If this had been me, with my parents, they would have made me be polite and civil. I have chosen to parent differently. We explained that he was overwhelmed. And everyone at the table understood.
…and so instead of joining our magical conversation he pulled The Little Prince of the shelves of the shop (my very favourite book in the whole wide world…which is read to him several times as a child, of which I have a line tattooed on my back)…and he sat far away, reading.
…and I joined the lively discussion which began with wondering if Helene and Frank had a romantic subplot (no! Says I!) and moved on to discuss the audio book version and the text, and our different experiences of the book.
Half way through, just as one of our guides had begun some beautiful exploratory sacred text traditions she’d learned at her weekly book club (they read a chapter a week), my kiddo came up to me and told me he’d finished reading The Little Prince…his eyes were teary (it’s such a touching book) and he asked if he could buy the Little Prince Tarot. That he’d been searching for a tarot deck that spoke to his heart for years. (He and his friends love tarot). This was the one, he said.
So I bought him The Little Prince, the book and the tarot deck, and then Audra’s wondrous partner came down to see me punching in the items on the cash register (I used to work there, and still have the key, and like to think of myself as an “always employee” of the Rosefinch)…
…and my kiddo remembered that I’d mentioned cats. He LOVES cats.
So Haritha offered to let my kiddo see my faerie god kitten, Tristan Potato.
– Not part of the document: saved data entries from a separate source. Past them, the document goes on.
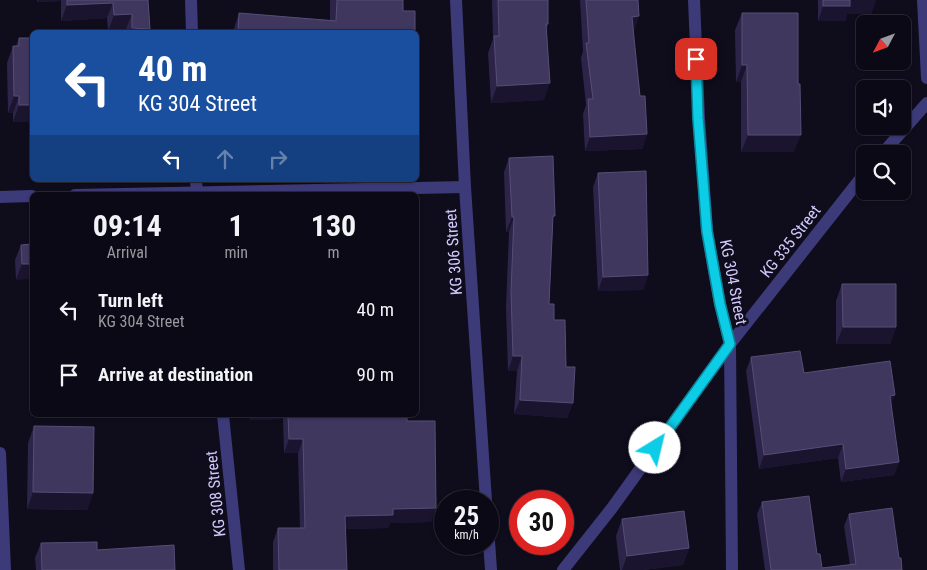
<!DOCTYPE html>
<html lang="en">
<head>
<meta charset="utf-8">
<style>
	body { margin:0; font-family:"Roboto Condensed",sans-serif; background:#14121e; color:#f1f3f6; height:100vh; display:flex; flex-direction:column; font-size:19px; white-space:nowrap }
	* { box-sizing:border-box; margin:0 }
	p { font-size:16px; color:#9a9aa0 }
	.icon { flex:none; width:28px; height:28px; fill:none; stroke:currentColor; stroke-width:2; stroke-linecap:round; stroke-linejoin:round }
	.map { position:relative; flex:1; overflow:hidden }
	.drawer { position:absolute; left:30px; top:192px; width:389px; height:225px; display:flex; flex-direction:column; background:#0b0915; border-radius:8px; box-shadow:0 1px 4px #0004,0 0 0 1px #2b2a34 }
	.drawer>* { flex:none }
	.top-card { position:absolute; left:30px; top:30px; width:389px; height:152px; border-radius:8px; box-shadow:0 1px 4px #0004,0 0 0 1px #2b2a34; background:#1a4fa0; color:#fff; overflow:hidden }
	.needle { width:32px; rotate:229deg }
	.fabs { position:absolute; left:856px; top:15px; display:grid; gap:10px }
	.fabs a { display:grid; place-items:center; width:55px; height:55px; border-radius:8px; background:#0b0915; box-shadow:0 1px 4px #0004,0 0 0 1px #2b2a34; font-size:25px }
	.speed { position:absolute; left:434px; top:490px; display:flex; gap:10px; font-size:25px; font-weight:700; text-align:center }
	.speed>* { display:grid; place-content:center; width:65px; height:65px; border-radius:50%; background:#0b0915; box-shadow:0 1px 4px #0004,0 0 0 1px #2b2a34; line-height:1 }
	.speed small { font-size:12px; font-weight:400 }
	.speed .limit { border:8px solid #d22; background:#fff; color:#111 }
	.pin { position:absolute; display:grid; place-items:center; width:42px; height:42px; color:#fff; margin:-21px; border-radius:10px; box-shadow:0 2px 8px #0006 }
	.me { position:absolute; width:55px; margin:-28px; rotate:36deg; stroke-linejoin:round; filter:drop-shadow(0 0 4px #0008) }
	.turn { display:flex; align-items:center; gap:18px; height:105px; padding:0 25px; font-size:22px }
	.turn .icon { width:65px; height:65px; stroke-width:2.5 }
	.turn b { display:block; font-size:35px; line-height:42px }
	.lanes { display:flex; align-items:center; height:48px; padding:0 25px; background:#0003; justify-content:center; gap:25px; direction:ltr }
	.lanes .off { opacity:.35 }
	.eta { display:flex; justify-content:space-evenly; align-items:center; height:85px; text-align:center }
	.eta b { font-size:30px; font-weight:700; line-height:35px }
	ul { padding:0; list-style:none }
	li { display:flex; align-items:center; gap:15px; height:65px; padding:0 25px }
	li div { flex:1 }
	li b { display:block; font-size:19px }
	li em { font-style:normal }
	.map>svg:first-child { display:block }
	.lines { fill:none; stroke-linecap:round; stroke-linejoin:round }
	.street { stroke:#3d3a79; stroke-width:12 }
	.wall { fill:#2d2549 }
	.shaded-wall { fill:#1a142f }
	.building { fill:#3f375d; stroke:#564e76 }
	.route-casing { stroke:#088596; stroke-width:12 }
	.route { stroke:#0ccce6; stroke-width:9 }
	.labels { text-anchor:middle; stroke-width:5; stroke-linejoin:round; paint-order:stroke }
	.street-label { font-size:16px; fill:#d1cafc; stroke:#0f0c1c }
</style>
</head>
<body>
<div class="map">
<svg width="927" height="570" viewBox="0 0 927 570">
	<rect width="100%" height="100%" fill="#0f0c1c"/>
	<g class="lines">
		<!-- street -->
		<g class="street">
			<polyline points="191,0 192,32"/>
			<polyline points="456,0 465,187 486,501"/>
			<polyline points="694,0 699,118 707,231 720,304 730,344 732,570"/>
			<polyline points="923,0 927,78"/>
			<polyline points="882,154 927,103"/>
			<polyline points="196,180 197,195"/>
			<polyline points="75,195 465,187"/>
			<polyline points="0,197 32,196"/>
			<polyline points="223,415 239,570"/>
			<polyline points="0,453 5,570"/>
			<polyline points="488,527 491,570"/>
			<polyline points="563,570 612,508 730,344 865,173"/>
		</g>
	</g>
	<!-- wall -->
	<g class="wall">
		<polygon points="37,0 148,0 150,29 149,32 126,32 126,29 108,31 107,18 61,21 61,1 37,2"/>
		<polygon points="330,0 403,0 403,11 415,32 233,32 239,13 330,20"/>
		<polygon points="492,0 548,0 548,24 547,28 544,100 491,103 488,53 493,39"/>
		<polygon points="580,0 638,0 634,31 633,31 640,96 647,134 642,149 585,151 583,114 586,105 581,58 583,51"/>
		<polygon points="818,0 876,0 871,14 847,14 845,21 818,21"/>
		<polygon points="742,13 794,152 741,152 741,82 736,82 735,30"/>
		<polygon points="19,38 32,38 32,122 13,122 13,113 8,113 7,63 13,46 16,46"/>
		<polygon points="509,158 553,223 549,304 554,320 566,367 573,403 567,418 514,414 517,371 508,371 506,307 509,232 506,232 504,172"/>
		<polygon points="598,173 648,275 643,290 598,291 593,187"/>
		<polygon points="32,244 16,280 15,260 21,245"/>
		<polygon points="842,284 896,327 890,344 836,344 836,301"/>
		<polygon points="751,357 804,373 891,405 899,462 894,475 841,482 838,458 759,469 746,371"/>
		<polygon points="250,415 407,415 407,421 436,508 431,522 390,523 388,528 345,529 347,570 273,570 273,542 278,528 300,528 298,453 284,453 283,419 250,420"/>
		<polygon points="34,426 93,493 87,510 27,509 28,443"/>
		<polygon points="762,502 817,554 822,568 850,565 844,526 849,514 899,558 902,570 765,570 757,514"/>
		<polygon points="622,519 689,548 683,565 643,570 620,570 616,536"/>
		<polygon points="41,543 97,550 175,570 36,570 35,558"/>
	</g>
	<!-- shaded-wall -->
	<g class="shaded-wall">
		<polygon points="38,0 61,0 61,1 37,2"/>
		<polygon points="850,0 876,0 871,14 847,14 845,21 818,21 823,6"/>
		<polygon points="113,3 107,18 61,21 67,5"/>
		<polygon points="132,14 126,29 108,31 114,15"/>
		<polygon points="639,16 634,31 627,32 632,17"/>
		<polygon points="132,28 150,29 149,32 130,32"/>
		<polygon points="742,65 747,65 741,82 736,82"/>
		<polygon points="550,83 544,100 491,103 497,86"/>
		<polygon points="14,96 19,96 13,113 8,113"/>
		<polygon points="19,105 32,105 32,122 13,122"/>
		<polygon points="647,134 642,149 585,151 590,137"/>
		<polygon points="748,135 801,135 794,152 741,152"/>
		<polygon points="512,217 514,217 509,232 506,232"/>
		<polygon points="22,264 32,264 32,279 16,280"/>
		<polygon points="648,275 643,290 598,291 603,277"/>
		<polygon points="843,327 896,327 890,344 836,344"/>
		<polygon points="513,356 522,356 517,371 508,371"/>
		<polygon points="895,395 890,408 890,396"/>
		<polygon points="520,400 573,403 567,418 514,414"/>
		<polygon points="252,415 284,415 283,419 250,420"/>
		<polygon points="289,439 303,439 298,453 284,453"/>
		<polygon points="843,444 838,458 759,469 764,455"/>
		<polygon points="899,462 894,475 841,482 846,469"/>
		<polygon points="33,492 93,493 87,510 27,509"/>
		<polygon points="436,508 431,522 390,523 388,528 340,529 345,516 393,509"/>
		<polygon points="689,548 683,565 643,570 622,570 627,556"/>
	</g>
	<!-- building -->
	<g class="building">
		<polygon points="67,0 148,0 150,29 132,28 132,14 114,15 113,3 67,5"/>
		<polygon points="337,0 403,0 403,11 415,11 415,32 238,32 239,13 336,21"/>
		<polygon points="498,0 548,0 548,24 546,24 550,83 497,86 494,36 499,36"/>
		<polygon points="586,0 638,0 639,16 632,17 634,38 640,96 645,96 647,134 590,137 588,99 593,99 586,43 589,43"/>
		<rect x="823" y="0" width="27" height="6"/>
		<polygon points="742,13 798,13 798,84 800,84 801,135 748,135 747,65 742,65"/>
		<polygon points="19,38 32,38 32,105 19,105 19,96 14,96 13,46 19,46"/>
		<polygon points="553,156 555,216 553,216 549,304 554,304 554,320 565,320 566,367 575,367 573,403 520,400 522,356 513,356 511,292 514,217 512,217 509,158"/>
		<polygon points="646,171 648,275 603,277 598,173"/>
		<polygon points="32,244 32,264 22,264 21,245"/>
		<polygon points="842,284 896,284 896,327 843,327"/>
		<polygon points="800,351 804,373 890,361 895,395 890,396 899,462 846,469 843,444 764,455 751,357"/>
		<polygon points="288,415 407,415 407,421 435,421 436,508 393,509 393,515 345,516 347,570 279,570 278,528 305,528 303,439 289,439"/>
		<polygon points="34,426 94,427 93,493 33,492"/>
		<polygon points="809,496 817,554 820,554 822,568 856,564 849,514 892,508 899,558 901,558 902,570 771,570 762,502"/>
		<polygon points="684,511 689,548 627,556 622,519"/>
		<polygon points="97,542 97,550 174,545 175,570 42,570 41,543"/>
	</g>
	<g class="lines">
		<!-- route casing -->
		<g class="route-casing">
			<polyline id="route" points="655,448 730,344 720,304 707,231 698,118 696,59"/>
		</g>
		<!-- route -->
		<use href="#route" class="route"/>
	</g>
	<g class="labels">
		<!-- street labels -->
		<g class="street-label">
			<text transform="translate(790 241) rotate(-52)" y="6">KG 335 Street</text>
			<text transform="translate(453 252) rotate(-94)" y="6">KG 306 Street</text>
			<text transform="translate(734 282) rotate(79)" y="6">KG 304 Street</text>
			<text transform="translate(215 494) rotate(-96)" y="6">KG 308 Street</text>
		</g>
	</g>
</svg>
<div class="fabs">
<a><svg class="needle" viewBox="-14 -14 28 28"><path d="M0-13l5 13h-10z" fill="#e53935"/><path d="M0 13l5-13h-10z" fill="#9a9aa0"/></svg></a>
<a><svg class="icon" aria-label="sound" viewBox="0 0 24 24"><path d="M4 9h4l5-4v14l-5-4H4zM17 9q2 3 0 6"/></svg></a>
<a><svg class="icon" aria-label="search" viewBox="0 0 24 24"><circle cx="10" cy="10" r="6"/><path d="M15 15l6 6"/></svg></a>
</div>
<div class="speed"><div>25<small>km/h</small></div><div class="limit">30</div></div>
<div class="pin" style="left:696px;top:59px;background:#d93025"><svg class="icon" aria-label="arrive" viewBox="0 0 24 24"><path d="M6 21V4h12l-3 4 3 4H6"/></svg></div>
<svg class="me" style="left:655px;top:448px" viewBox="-20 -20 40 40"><circle r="19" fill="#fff"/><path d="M0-13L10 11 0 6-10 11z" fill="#0ccce6"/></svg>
<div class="top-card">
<div class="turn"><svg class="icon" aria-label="left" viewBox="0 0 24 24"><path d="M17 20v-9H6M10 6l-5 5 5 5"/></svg><div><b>40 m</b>KG 304 Street</div></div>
<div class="lanes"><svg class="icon" aria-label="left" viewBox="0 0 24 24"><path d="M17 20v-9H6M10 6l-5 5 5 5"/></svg><svg class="icon off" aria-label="ahead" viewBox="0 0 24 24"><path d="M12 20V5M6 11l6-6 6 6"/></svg><svg class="icon off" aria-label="right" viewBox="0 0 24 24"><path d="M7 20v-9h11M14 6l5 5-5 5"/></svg></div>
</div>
<section class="drawer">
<div class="eta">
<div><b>09:14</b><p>Arrival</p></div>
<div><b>1</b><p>min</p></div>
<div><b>130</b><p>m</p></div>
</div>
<ul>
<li><svg class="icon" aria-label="left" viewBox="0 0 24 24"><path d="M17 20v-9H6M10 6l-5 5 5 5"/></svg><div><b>Turn left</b><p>KG 304 Street</p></div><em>40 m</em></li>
<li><svg class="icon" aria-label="arrive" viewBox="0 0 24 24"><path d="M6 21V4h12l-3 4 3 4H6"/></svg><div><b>Arrive at destination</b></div><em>90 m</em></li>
</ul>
</section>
</div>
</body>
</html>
And for ten minutes my child was in cat heaven. Snuggling a sweet cat, who has never had the ability to see, and watching my 17 year old make that sweet cat feel safe and loved…it assured me that I had made the right choice bringing him last night.
I returned to the group for a moment to hear them telling tales of their favourite penpals, and was almost sad…but I realized that everything had gone just as it was meant to.
That the space had created an indelible memory for my child, of a magical cafe with books, and tea, and people who love reading as much as he.
That last night was one of those nights we will be carrying with us forever. Because it was genuinely magic.
Thank you Audra Williams…for making it possible. For accepting me and my family, just as we are, and for making beautiful things happen.
I know how much work it is, truly, and I see the care and heart you put into that space each and every day.
Thank you for the book club, the memories…and the magic.
Heart,
Wake
The tiny book will be below! But I have to get dressed, take my kid to sushi, and open Curious & Kind for today’s Creative Club.
📚📚📚#78
Tickets, Please















Such a joy to read your writing/ adventures and I LOVE The Little Prince!! You may already have your book club list set, but just in case you hadn’t considered Eowyn Ivey’s To the Bright Edge of the World, wanted to mention it! It’s 85- 88% epistolary and the rest made up of the characters’ journal entries and some news articles. It’s the kind of book that made me glad it’s so long bc I got to spend more time in it!! (Though it took me a while to decide to read it even though I had loved her first novel, The Snow Child!)
I am overwhelmed with love for this entire series of experiences. The book! Your son! The kitten! Petunia's birthday! All of it! Thank you for sharing this piece of life with me. I needed it.
Do you ever feel a stronger connection with books that have been read by others before you find them? The physical ones, I mean. Sometimes I find myself connecting more with them, as though the touch of other human hands has left something important there for me when I hold that book.